Quality control and data analysis To estimate the recoveries of CBs residues in soil and trapped CBs by hexane, a recovery study was carried out by spiking a mixture of CBs (each 20 ng) to 10 g of soil AS or 15 mL of hexane in the trap. The extraction and purificiation of the samples were performed using the same procedure mentioned above and recoveries were 60.76%–91.56% in soil extraction and 72.63%–99.94% in trapping. The degradation of 1,2,4-TCB in the soil was evaluated by fitting the data with modified first-order kinetics equation: Ct = C0 [λ + (1 − λ)e−kt ] where C0 and Ct are the concentrations of 1,2,4-TCB in soil at start time (0) and time t, respectively; λ is the coefficient of non-available fraction of 1,2,4-TCB in soil; and k is the first-order rate constant for degradation.

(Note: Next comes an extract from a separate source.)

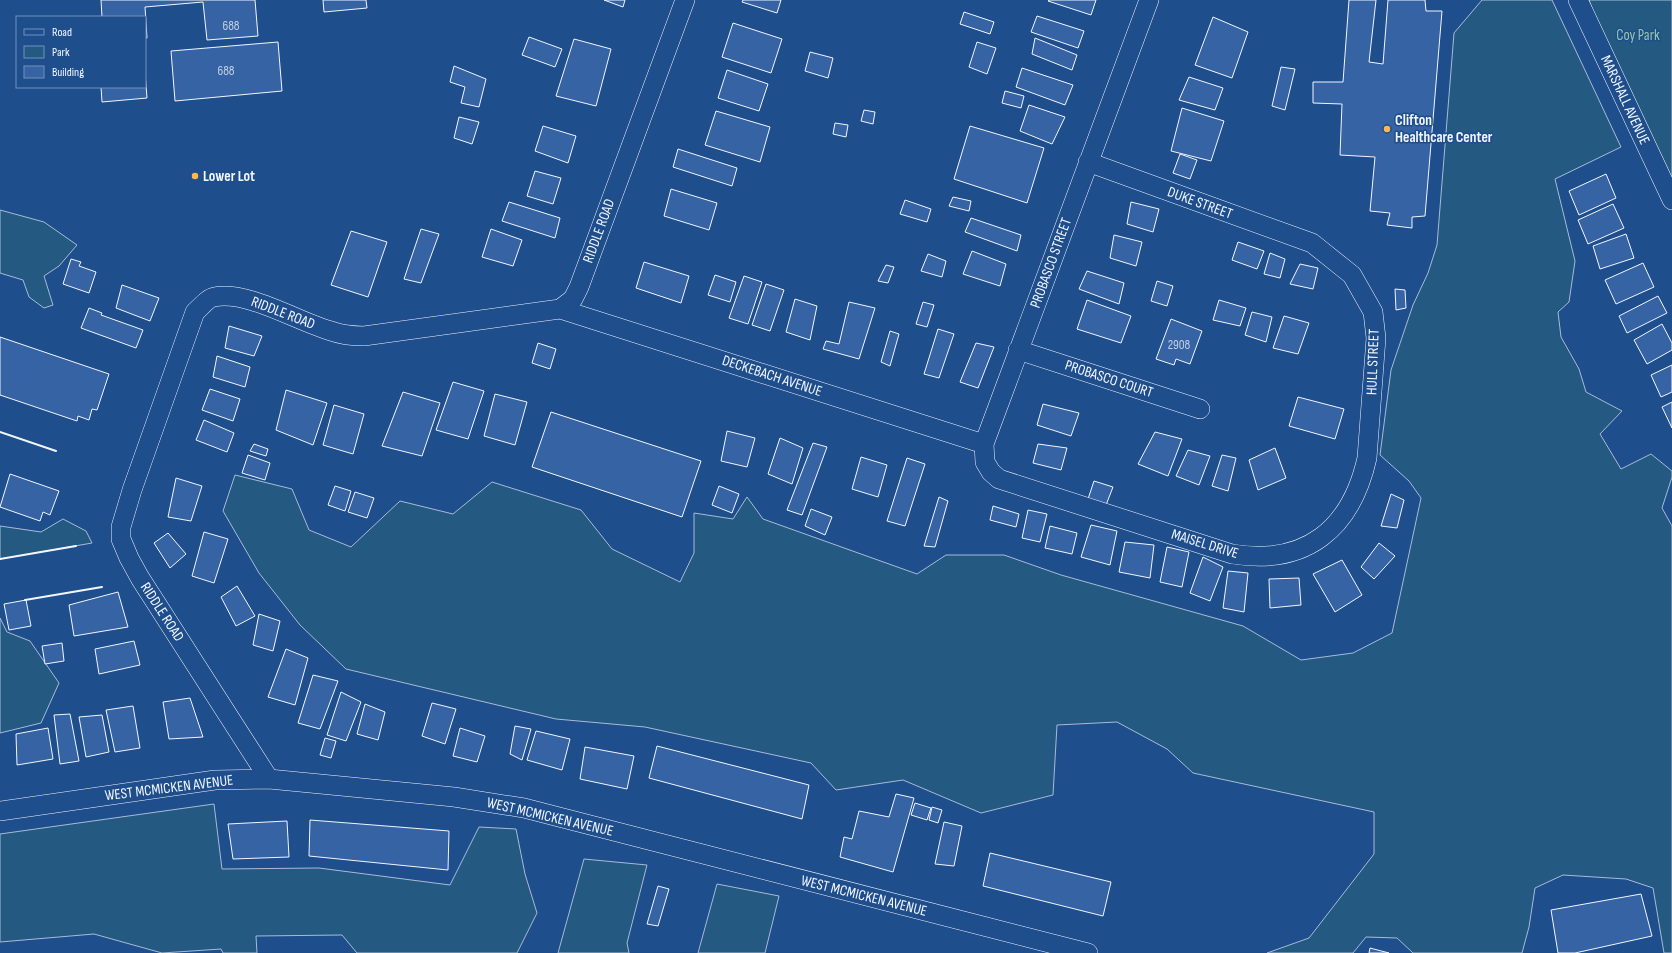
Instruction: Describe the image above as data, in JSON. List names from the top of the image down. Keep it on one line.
{"streets":{"street":["MARSHALL AVENUE","DUKE STREET","RIDDLE ROAD","PROBASCO STREET","HULL STREET","DECKEBACH AVENUE","PROBASCO COURT","MAISEL DRIVE","WEST MCMICKEN AVENUE"]},"crossings":[["DUKE STREET","PROBASCO STREET"],["DUKE STREET","HULL STREET"],["RIDDLE ROAD","DECKEBACH AVENUE"],["RIDDLE ROAD","WEST MCMICKEN AVENUE"],["PROBASCO STREET","DECKEBACH AVENUE"],["PROBASCO STREET","PROBASCO COURT"],["PROBASCO STREET","MAISEL DRIVE"],["HULL STREET","MAISEL DRIVE"]],"parks":["Coy Park"],"places":["Clifton Healthcare Center","Lower Lot"],"house_numbers":["688","688","2908"],"legend":["Road","Park","Building"]}
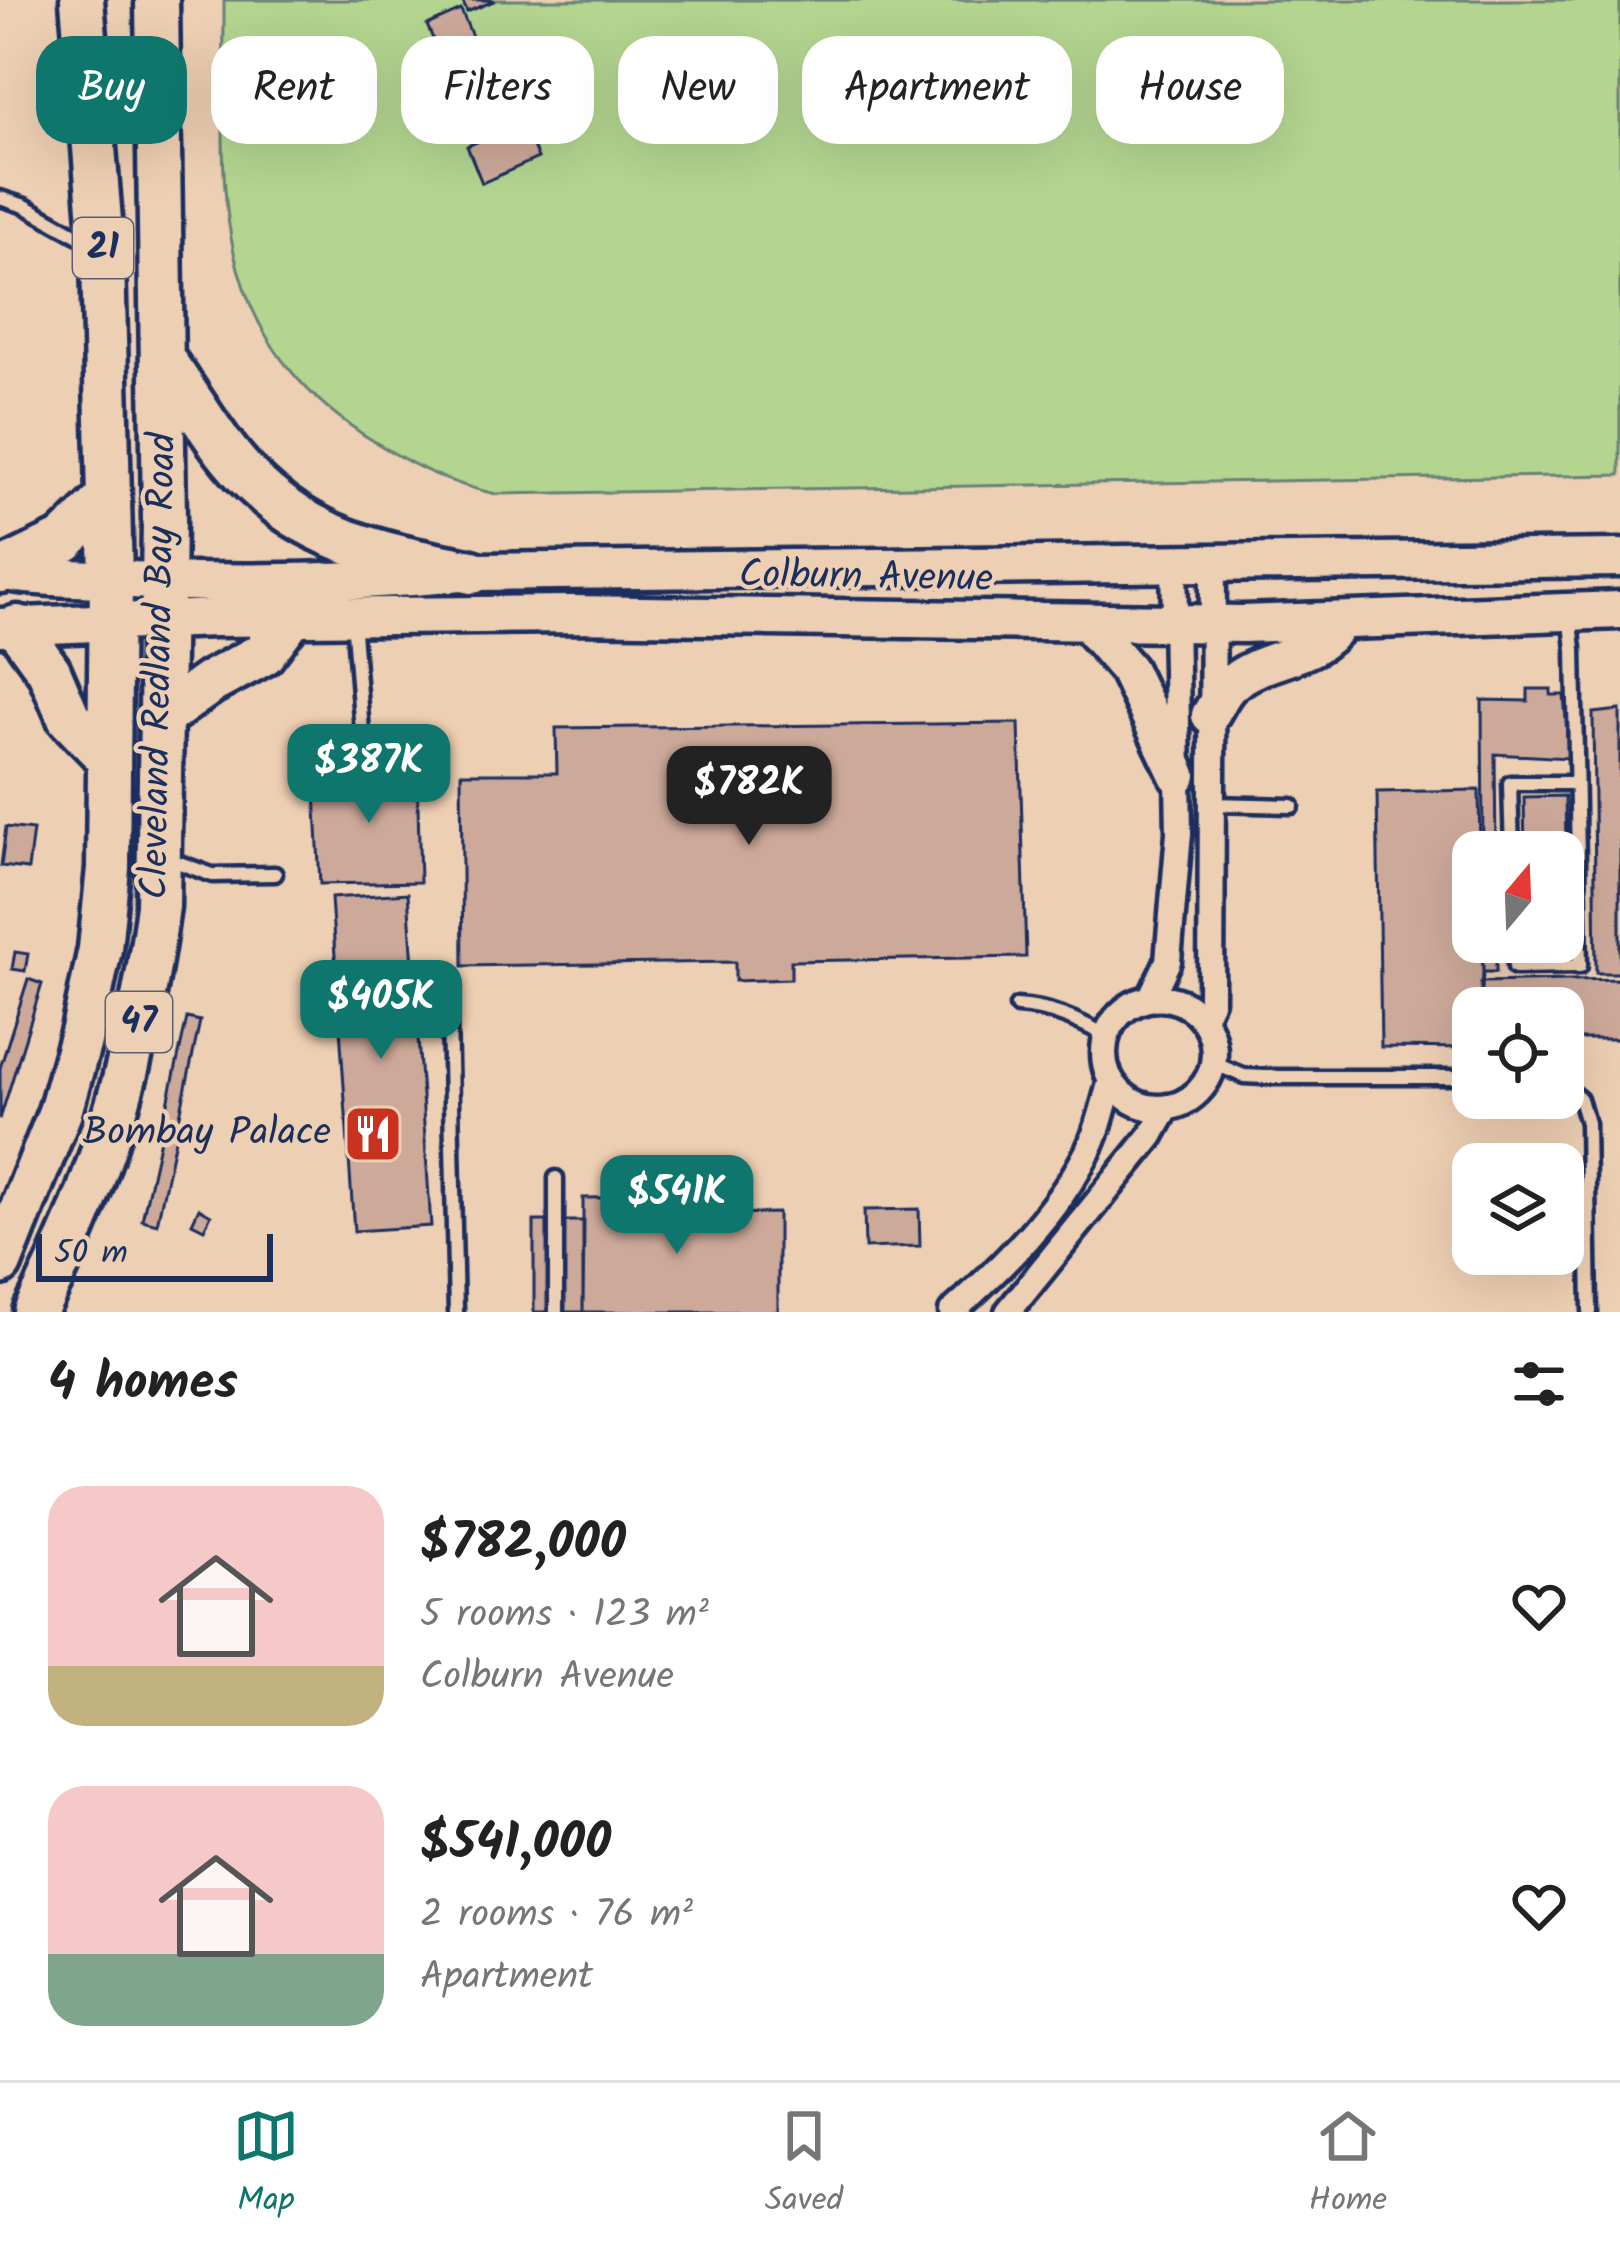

All statistical data analysis was done with Statistical Product and Service Solutions (SPSS 13.0) and the significance level was P < 0.05. RESULTS Residues of 1,2,4-TCB in soils The initial concentration of 1,2,4-TCB in treatment ICS3 was nearly double that of the other three

Fig. 1 (a) Degradation kinetics (dots: measured data; curves: modified first-order kinetics model fitted) and (b) percentage residues of 1,2,4-trichlorobenzene (1,2,4-TCB) in non-inoculated agricultural soil (NIS) and agricultural soils inoculated with contaminated soils CS1 (ICS1), CS2 (ICS2) or CS3 (ICS3). Error bars represent the standard deviations of the means (n = 3).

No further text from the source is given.